> What you are asked to do: Once you have read the records, output them exactly.

#### Data under study ####

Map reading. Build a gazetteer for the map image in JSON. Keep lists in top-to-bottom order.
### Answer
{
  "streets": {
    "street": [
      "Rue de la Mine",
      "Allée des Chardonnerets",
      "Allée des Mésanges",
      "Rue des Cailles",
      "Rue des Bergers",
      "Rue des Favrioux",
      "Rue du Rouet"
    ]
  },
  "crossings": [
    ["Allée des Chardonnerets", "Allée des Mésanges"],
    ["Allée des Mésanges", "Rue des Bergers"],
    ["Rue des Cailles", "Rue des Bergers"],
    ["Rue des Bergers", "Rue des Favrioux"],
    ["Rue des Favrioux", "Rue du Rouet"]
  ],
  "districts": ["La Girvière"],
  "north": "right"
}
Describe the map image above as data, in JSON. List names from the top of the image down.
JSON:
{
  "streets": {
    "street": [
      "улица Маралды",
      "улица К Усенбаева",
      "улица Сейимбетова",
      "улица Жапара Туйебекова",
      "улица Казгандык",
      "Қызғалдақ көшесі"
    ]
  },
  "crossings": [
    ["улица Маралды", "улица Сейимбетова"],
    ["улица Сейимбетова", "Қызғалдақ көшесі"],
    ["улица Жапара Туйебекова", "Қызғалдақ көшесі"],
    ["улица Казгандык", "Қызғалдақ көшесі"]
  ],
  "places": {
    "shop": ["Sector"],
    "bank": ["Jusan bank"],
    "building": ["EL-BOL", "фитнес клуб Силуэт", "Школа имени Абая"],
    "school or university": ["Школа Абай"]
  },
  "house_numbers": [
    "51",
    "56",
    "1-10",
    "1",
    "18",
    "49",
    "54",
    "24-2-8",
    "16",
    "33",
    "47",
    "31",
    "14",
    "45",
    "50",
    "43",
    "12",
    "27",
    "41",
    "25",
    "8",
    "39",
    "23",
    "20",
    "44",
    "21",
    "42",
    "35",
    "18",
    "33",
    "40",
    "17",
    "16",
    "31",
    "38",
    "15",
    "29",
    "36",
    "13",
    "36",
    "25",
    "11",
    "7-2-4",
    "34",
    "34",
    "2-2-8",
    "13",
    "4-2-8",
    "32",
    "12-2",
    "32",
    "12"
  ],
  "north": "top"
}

####

> Answer for this exercise:
Map reading. Build a gazetteer for the map image in JSON. Keep lists in top-to-bottom order.
### Answer
{
  "streets": {
    "street": [
      "Rue de la Mine",
      "Allée des Chardonnerets",
      "Allée des Mésanges",
      "Rue des Cailles",
      "Rue des Bergers",
      "Rue des Favrioux",
      "Rue du Rouet"
    ]
  },
  "crossings": [
    ["Allée des Chardonnerets", "Allée des Mésanges"],
    ["Allée des Mésanges", "Rue des Bergers"],
    ["Rue des Cailles", "Rue des Bergers"],
    ["Rue des Bergers", "Rue des Favrioux"],
    ["Rue des Favrioux", "Rue du Rouet"]
  ],
  "districts": ["La Girvière"],
  "north": "right"
}
Describe the map image above as data, in JSON. List names from the top of the image down.
JSON:
{
  "streets": {
    "street": [
      "улица Маралды",
      "улица К Усенбаева",
      "улица Сейимбетова",
      "улица Жапара Туйебекова",
      "улица Казгандык",
      "Қызғалдақ көшесі"
    ]
  },
  "crossings": [
    ["улица Маралды", "улица Сейимбетова"],
    ["улица Сейимбетова", "Қызғалдақ көшесі"],
    ["улица Жапара Туйебекова", "Қызғалдақ көшесі"],
    ["улица Казгандык", "Қызғалдақ көшесі"]
  ],
  "places": {
    "shop": ["Sector"],
    "bank": ["Jusan bank"],
    "building": ["EL-BOL", "фитнес клуб Силуэт", "Школа имени Абая"],
    "school or university": ["Школа Абай"]
  },
  "house_numbers": [
    "51",
    "56",
    "1-10",
    "1",
    "18",
    "49",
    "54",
    "24-2-8",
    "16",
    "33",
    "47",
    "31",
    "14",
    "45",
    "50",
    "43",
    "12",
    "27",
    "41",
    "25",
    "8",
    "39",
    "23",
    "20",
    "44",
    "21",
    "42",
    "35",
    "18",
    "33",
    "40",
    "17",
    "16",
    "31",
    "38",
    "15",
    "29",
    "36",
    "13",
    "36",
    "25",
    "11",
    "7-2-4",
    "34",
    "34",
    "2-2-8",
    "13",
    "4-2-8",
    "32",
    "12-2",
    "32",
    "12"
  ],
  "north": "top"
}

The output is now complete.